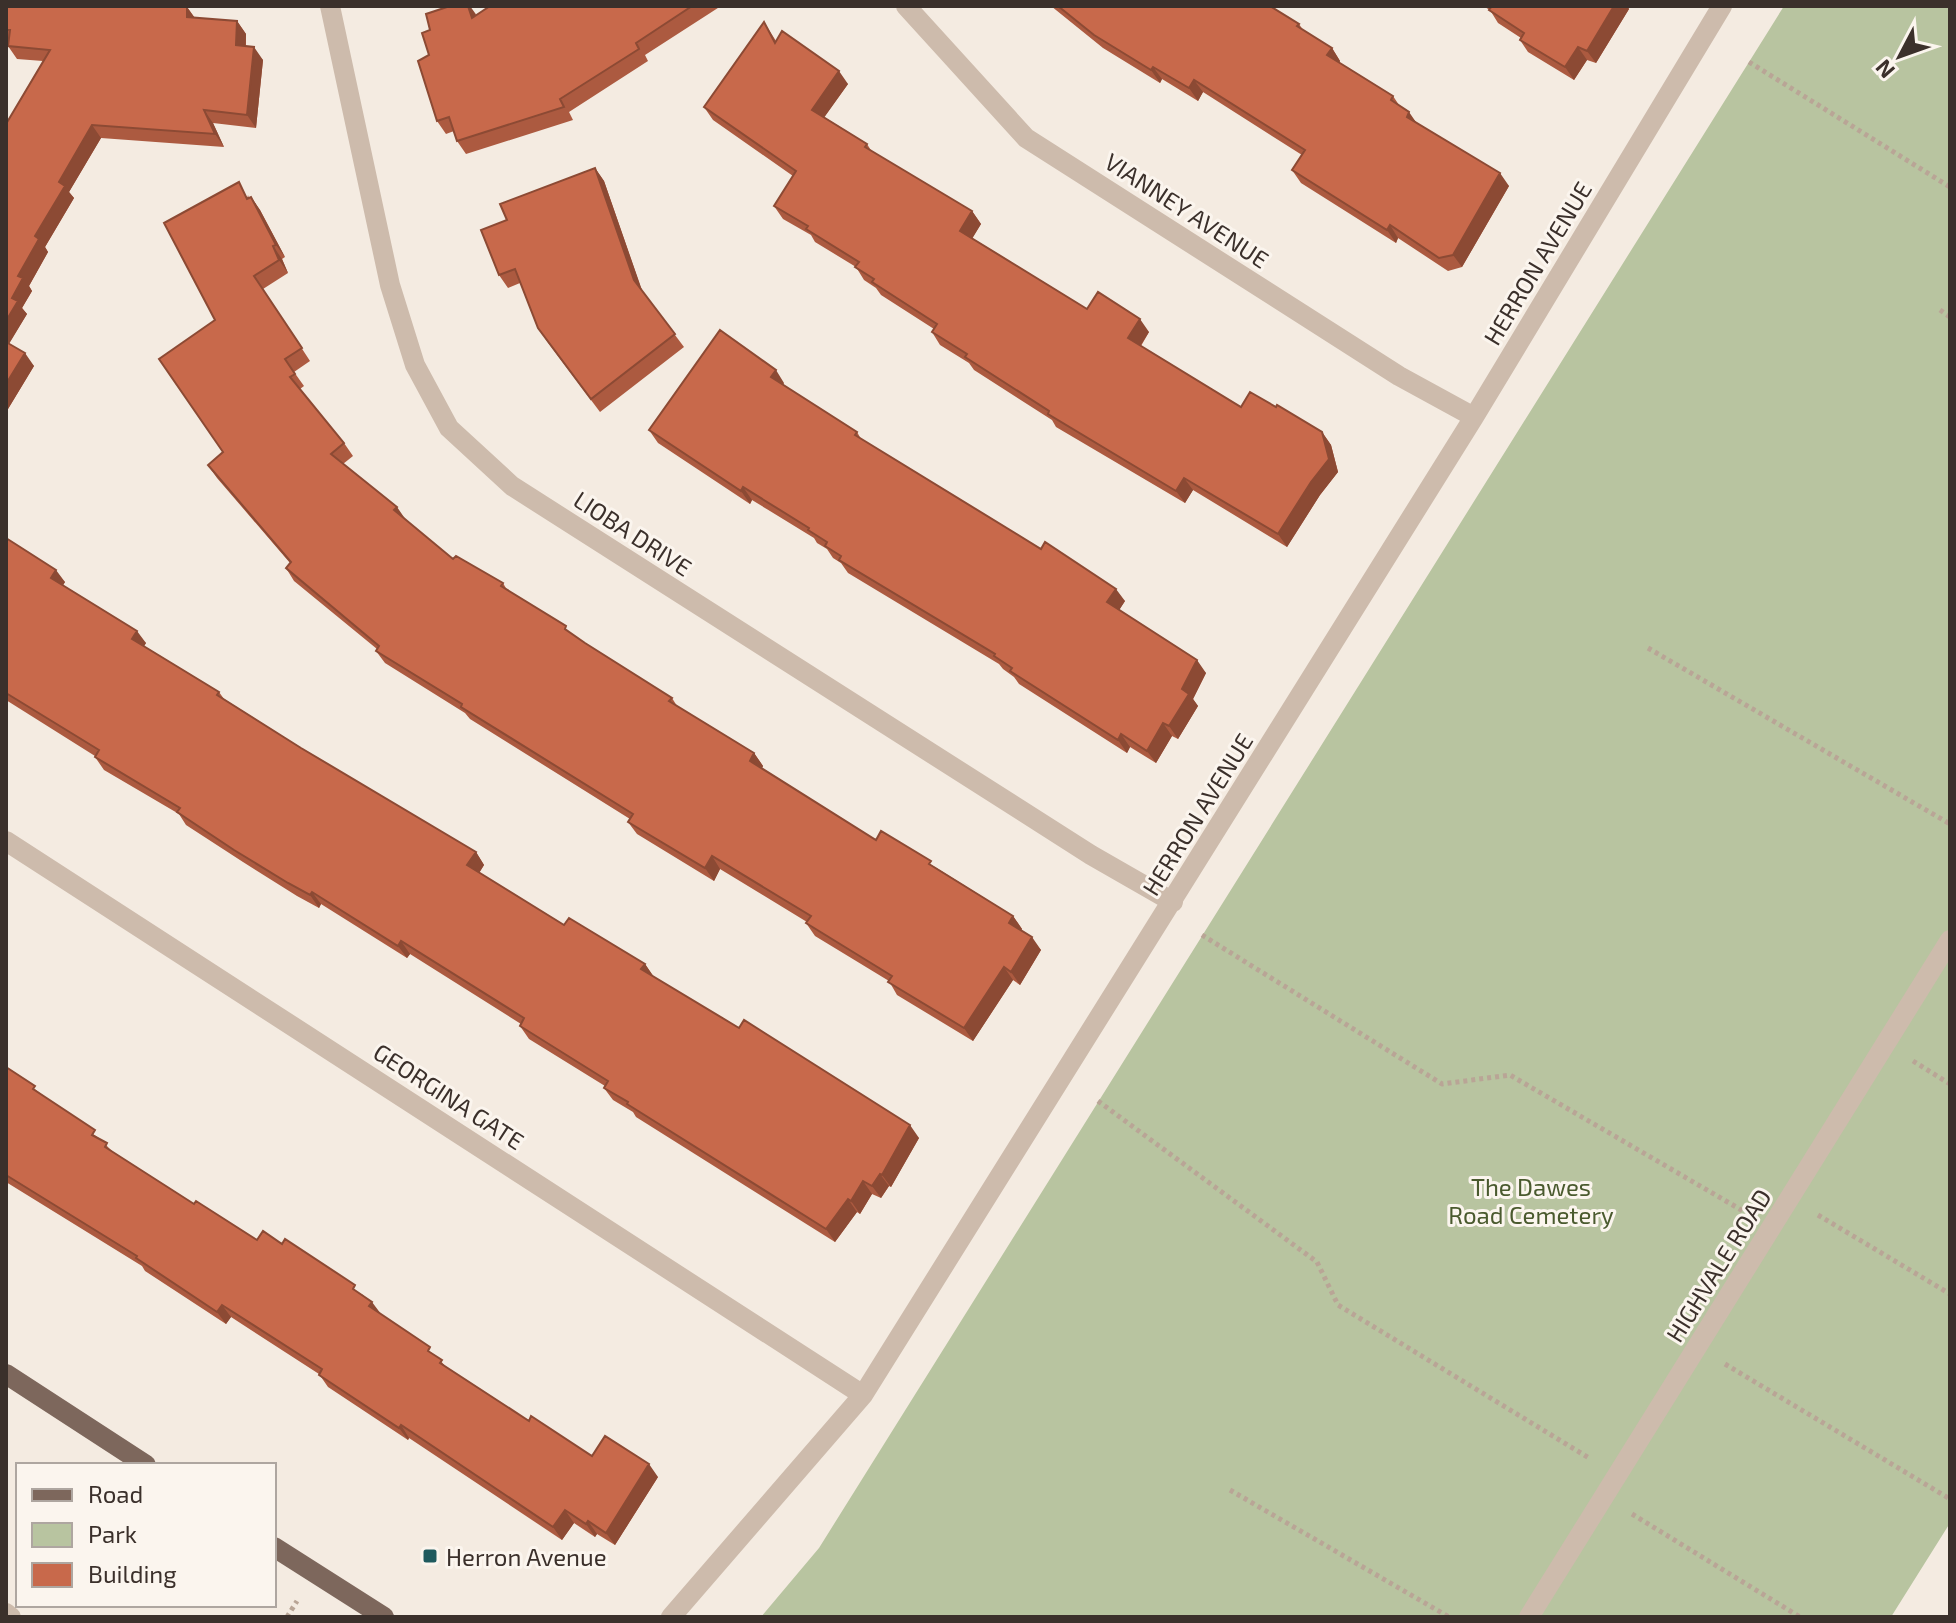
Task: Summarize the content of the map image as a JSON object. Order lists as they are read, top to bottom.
{
  "streets": {
    "street": [
      "VIANNEY AVENUE",
      "HERRON AVENUE",
      "LIOBA DRIVE",
      "GEORGINA GATE",
      "HIGHVALE ROAD"
    ]
  },
  "crossings": [
    ["VIANNEY AVENUE", "HERRON AVENUE"],
    ["HERRON AVENUE", "LIOBA DRIVE"],
    ["HERRON AVENUE", "GEORGINA GATE"]
  ],
  "parks": ["The Dawes Road Cemetery"],
  "places": {
    "transit": ["Herron Avenue"]
  },
  "legend": ["Road", "Park", "Building"],
  "north": "bottom left"
}
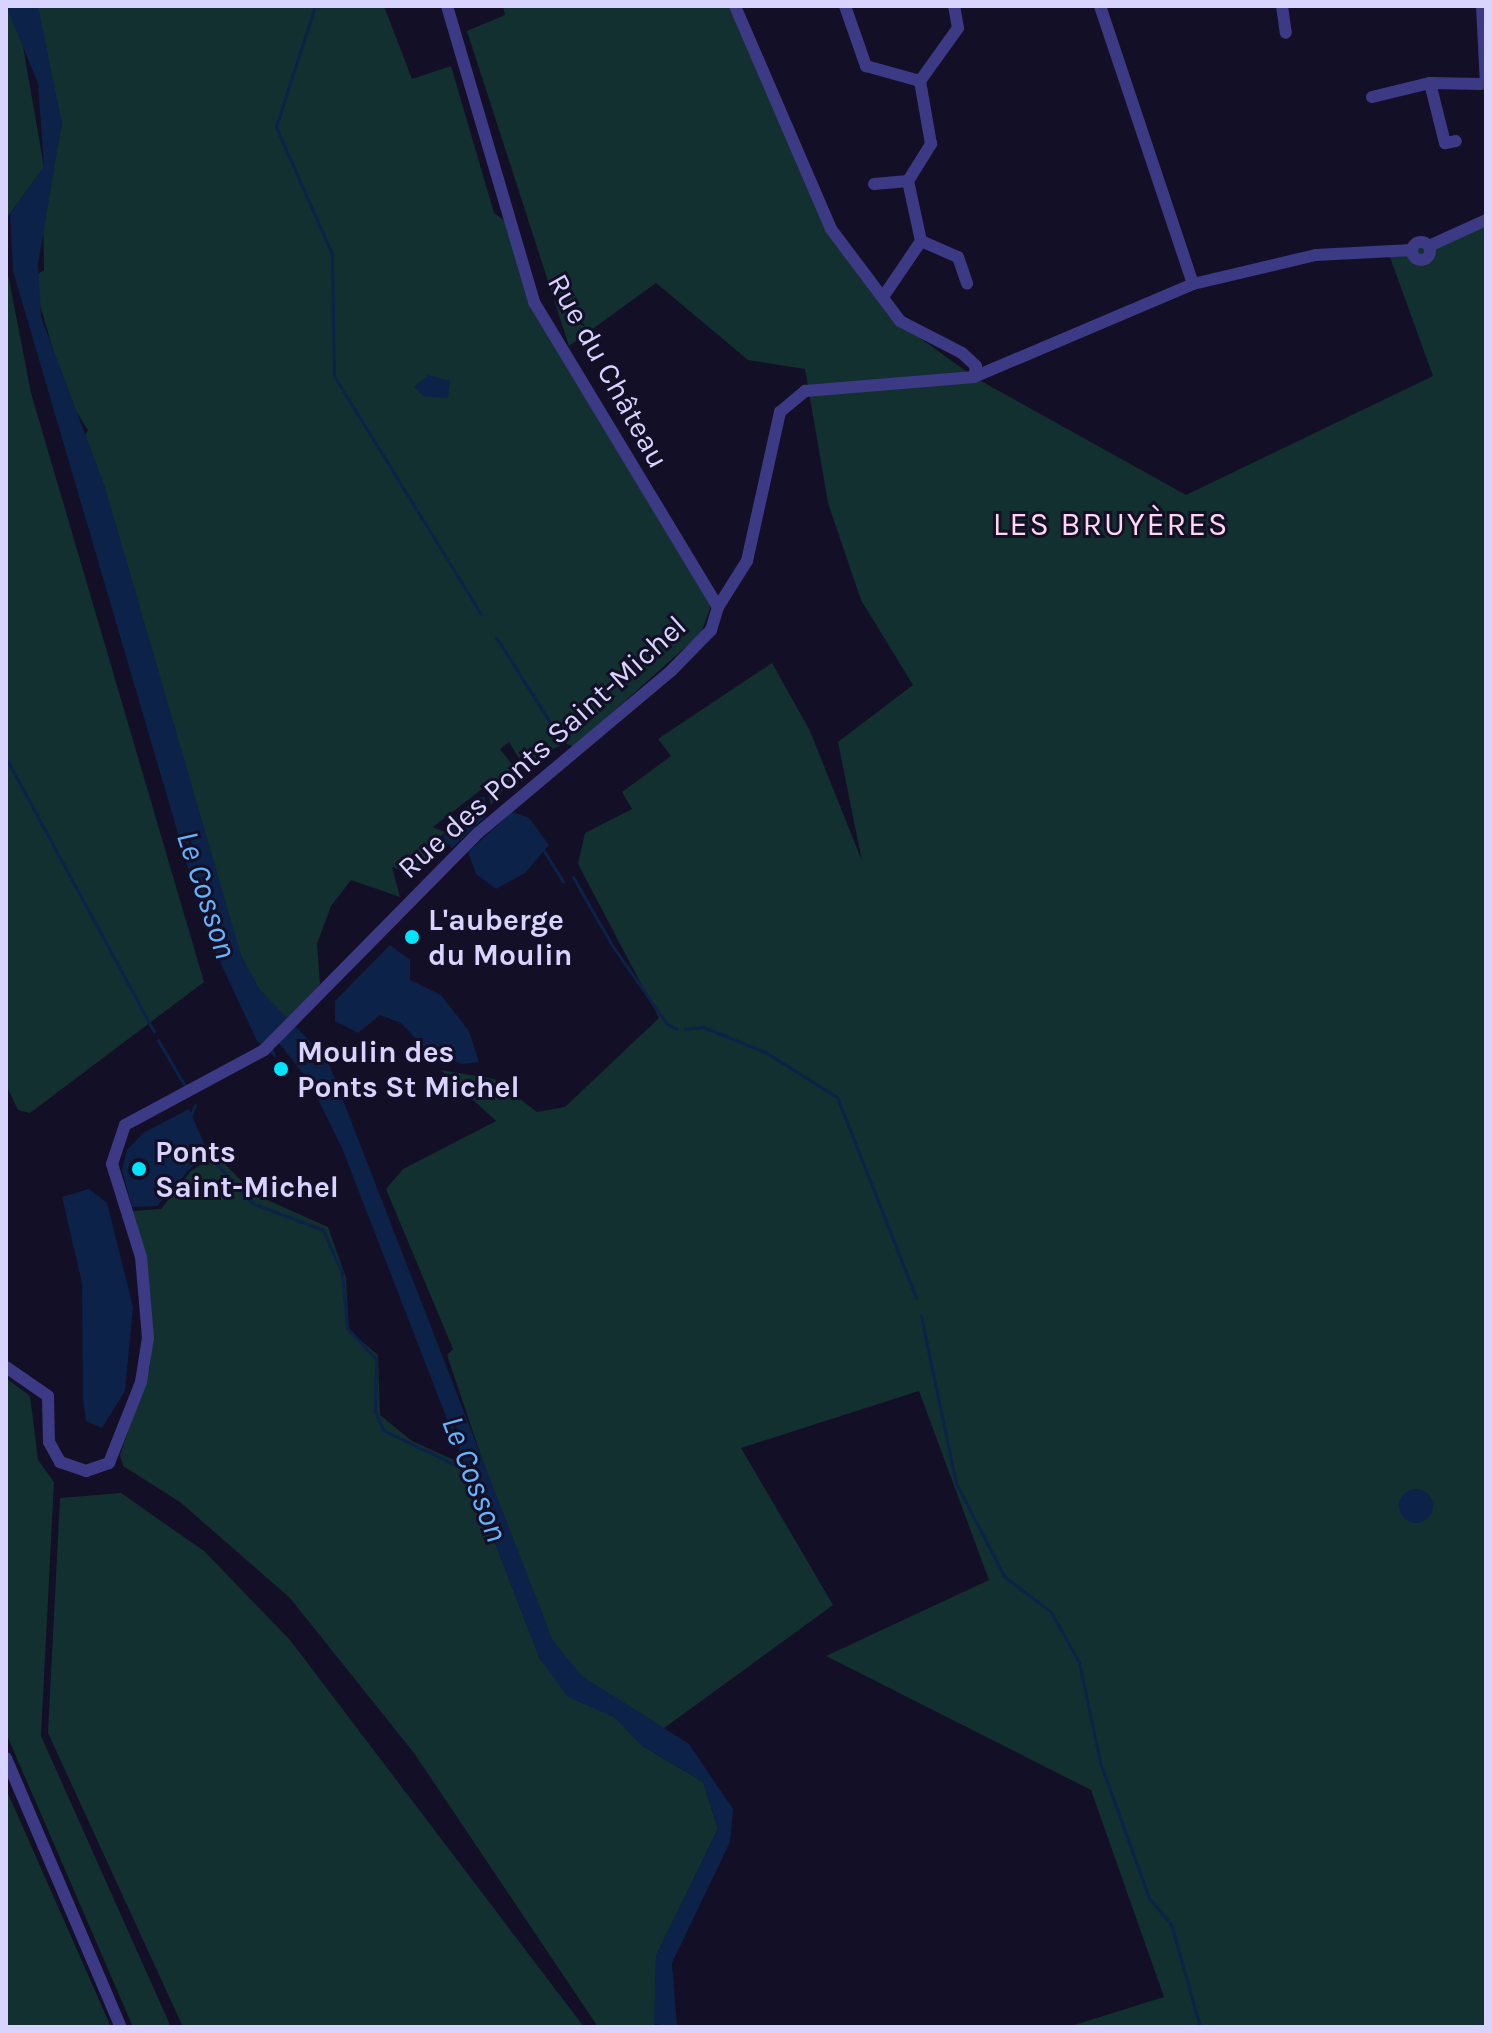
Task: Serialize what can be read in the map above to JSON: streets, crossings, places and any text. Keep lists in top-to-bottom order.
{
  "streets": {
    "street": ["Rue du Château", "Rue des Ponts Saint-Michel"]
  },
  "crossings": [
    ["Rue du Château", "Rue des Ponts Saint-Michel"]
  ],
  "districts": ["LES BRUYÈRES"],
  "water": ["Le Cosson"],
  "places": ["L'auberge du Moulin", "Moulin des Ponts St Michel", "Ponts Saint-Michel"]
}
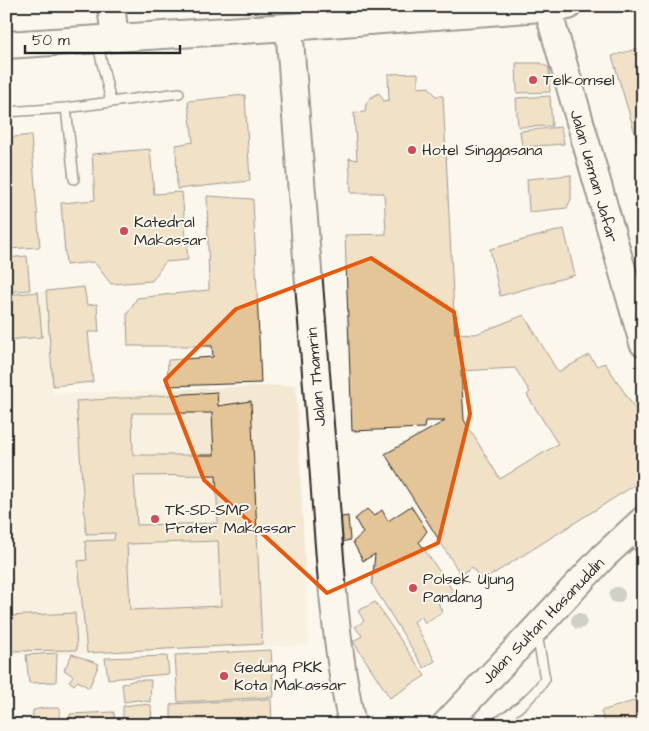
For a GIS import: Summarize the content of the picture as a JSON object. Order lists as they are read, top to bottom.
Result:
{
  "streets": {
    "street": ["Jalan Usman Jafar", "Jalan Thamrin", "Jalan Sultan Hasanuddin"]
  },
  "places": [
    "Telkomsel",
    "Hotel Singgasana",
    "Katedral Makassar",
    "TK-SD-SMP Frater Makassar",
    "Polsek Ujung Pandang",
    "Gedung PKK Kota Makassar"
  ],
  "scale_bar": "50 m"
}
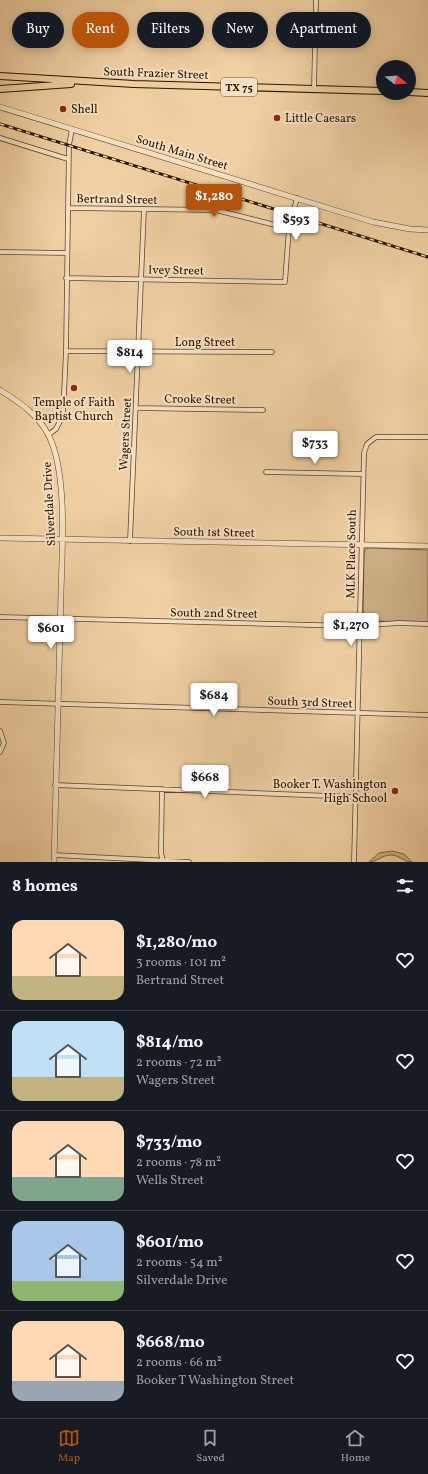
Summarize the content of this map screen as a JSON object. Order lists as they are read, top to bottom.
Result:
{
  "streets": {
    "main road": ["South Frazier Street", "TX 75"],
    "street": [
      "South Main Street",
      "Bertrand Street",
      "Ivey Street",
      "Long Street",
      "Crooke Street",
      "Wagers Street",
      "Silverdale Drive",
      "South 1st Street",
      "MLK Place South",
      "South 2nd Street",
      "South 3rd Street"
    ]
  },
  "crossings": [
    ["South Main Street", "Ivey Street"],
    ["Bertrand Street", "Wagers Street"],
    ["Ivey Street", "Wagers Street"],
    ["Long Street", "Wagers Street"],
    ["Crooke Street", "Wagers Street"],
    ["Wagers Street", "South 1st Street"],
    ["Silverdale Drive", "South 1st Street"],
    ["Silverdale Drive", "South 2nd Street"],
    ["Silverdale Drive", "South 3rd Street"],
    ["South 1st Street", "MLK Place South"],
    ["MLK Place South", "South 2nd Street"],
    ["MLK Place South", "South 3rd Street"]
  ],
  "places": [
    "Shell",
    "Little Caesars",
    "Temple of Faith Baptist Church",
    "Booker T. Washington High School"
  ],
  "north": "right",
  "page": {
    "chip": [
      "Buy",
      "Rent",
      "Filters",
      "New",
      "Apartment"
    ],
    "price": [
      "$1,280",
      "$593",
      "$814",
      "$733",
      "$1,270",
      "$601",
      "$684",
      "$668"
    ],
    "heading": "8 homes",
    "list": [
      {
        "name": "$1,280/mo",
        "note": "3 rooms · 101 m² · Bertrand Street"
      },
      {
        "name": "$814/mo",
        "note": "2 rooms · 72 m² · Wagers Street"
      },
      {
        "name": "$733/mo",
        "note": "2 rooms · 78 m² · Wells Street"
      },
      {
        "name": "$601/mo",
        "note": "2 rooms · 54 m² · Silverdale Drive"
      },
      {
        "name": "$668/mo",
        "note": "2 rooms · 66 m² · Booker T Washington Street"
      }
    ],
    "tabs": ["Map", "Saved", "Home"]
  }
}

- TASK DIRECTIONS:
Without including any picture, write out the material above exactly.

- WRITTEN REPLY:
Task: Summarize the content of the map image as a JSON object. Order lists as they are read, top to bottom.
{
  "streets": {
    "street": [
      "VIANNEY AVENUE",
      "HERRON AVENUE",
      "LIOBA DRIVE",
      "GEORGINA GATE",
      "HIGHVALE ROAD"
    ]
  },
  "crossings": [
    ["VIANNEY AVENUE", "HERRON AVENUE"],
    ["HERRON AVENUE", "LIOBA DRIVE"],
    ["HERRON AVENUE", "GEORGINA GATE"]
  ],
  "parks": ["The Dawes Road Cemetery"],
  "places": {
    "transit": ["Herron Avenue"]
  },
  "legend": ["Road", "Park", "Building"],
  "north": "bottom left"
}
Task: Serialize what can be read in the map above to JSON: streets, crossings, places and any text. Keep lists in top-to-bottom order.
{
  "streets": {
    "street": ["Rue du Château", "Rue des Ponts Saint-Michel"]
  },
  "crossings": [
    ["Rue du Château", "Rue des Ponts Saint-Michel"]
  ],
  "districts": ["LES BRUYÈRES"],
  "water": ["Le Cosson"],
  "places": ["L'auberge du Moulin", "Moulin des Ponts St Michel", "Ponts Saint-Michel"]
}
For a GIS import: Summarize the content of the picture as a JSON object. Order lists as they are read, top to bottom.
Result:
{
  "streets": {
    "street": ["Jalan Usman Jafar", "Jalan Thamrin", "Jalan Sultan Hasanuddin"]
  },
  "places": [
    "Telkomsel",
    "Hotel Singgasana",
    "Katedral Makassar",
    "TK-SD-SMP Frater Makassar",
    "Polsek Ujung Pandang",
    "Gedung PKK Kota Makassar"
  ],
  "scale_bar": "50 m"
}
Summarize the content of this map screen as a JSON object. Order lists as they are read, top to bottom.
Result:
{
  "streets": {
    "main road": ["South Frazier Street", "TX 75"],
    "street": [
      "South Main Street",
      "Bertrand Street",
      "Ivey Street",
      "Long Street",
      "Crooke Street",
      "Wagers Street",
      "Silverdale Drive",
      "South 1st Street",
      "MLK Place South",
      "South 2nd Street",
      "South 3rd Street"
    ]
  },
  "crossings": [
    ["South Main Street", "Ivey Street"],
    ["Bertrand Street", "Wagers Street"],
    ["Ivey Street", "Wagers Street"],
    ["Long Street", "Wagers Street"],
    ["Crooke Street", "Wagers Street"],
    ["Wagers Street", "South 1st Street"],
    ["Silverdale Drive", "South 1st Street"],
    ["Silverdale Drive", "South 2nd Street"],
    ["Silverdale Drive", "South 3rd Street"],
    ["South 1st Street", "MLK Place South"],
    ["MLK Place South", "South 2nd Street"],
    ["MLK Place South", "South 3rd Street"]
  ],
  "places": [
    "Shell",
    "Little Caesars",
    "Temple of Faith Baptist Church",
    "Booker T. Washington High School"
  ],
  "north": "right",
  "page": {
    "chip": [
      "Buy",
      "Rent",
      "Filters",
      "New",
      "Apartment"
    ],
    "price": [
      "$1,280",
      "$593",
      "$814",
      "$733",
      "$1,270",
      "$601",
      "$684",
      "$668"
    ],
    "heading": "8 homes",
    "list": [
      {
        "name": "$1,280/mo",
        "note": "3 rooms · 101 m² · Bertrand Street"
      },
      {
        "name": "$814/mo",
        "note": "2 rooms · 72 m² · Wagers Street"
      },
      {
        "name": "$733/mo",
        "note": "2 rooms · 78 m² · Wells Street"
      },
      {
        "name": "$601/mo",
        "note": "2 rooms · 54 m² · Silverdale Drive"
      },
      {
        "name": "$668/mo",
        "note": "2 rooms · 66 m² · Booker T Washington Street"
      }
    ],
    "tabs": ["Map", "Saved", "Home"]
  }
}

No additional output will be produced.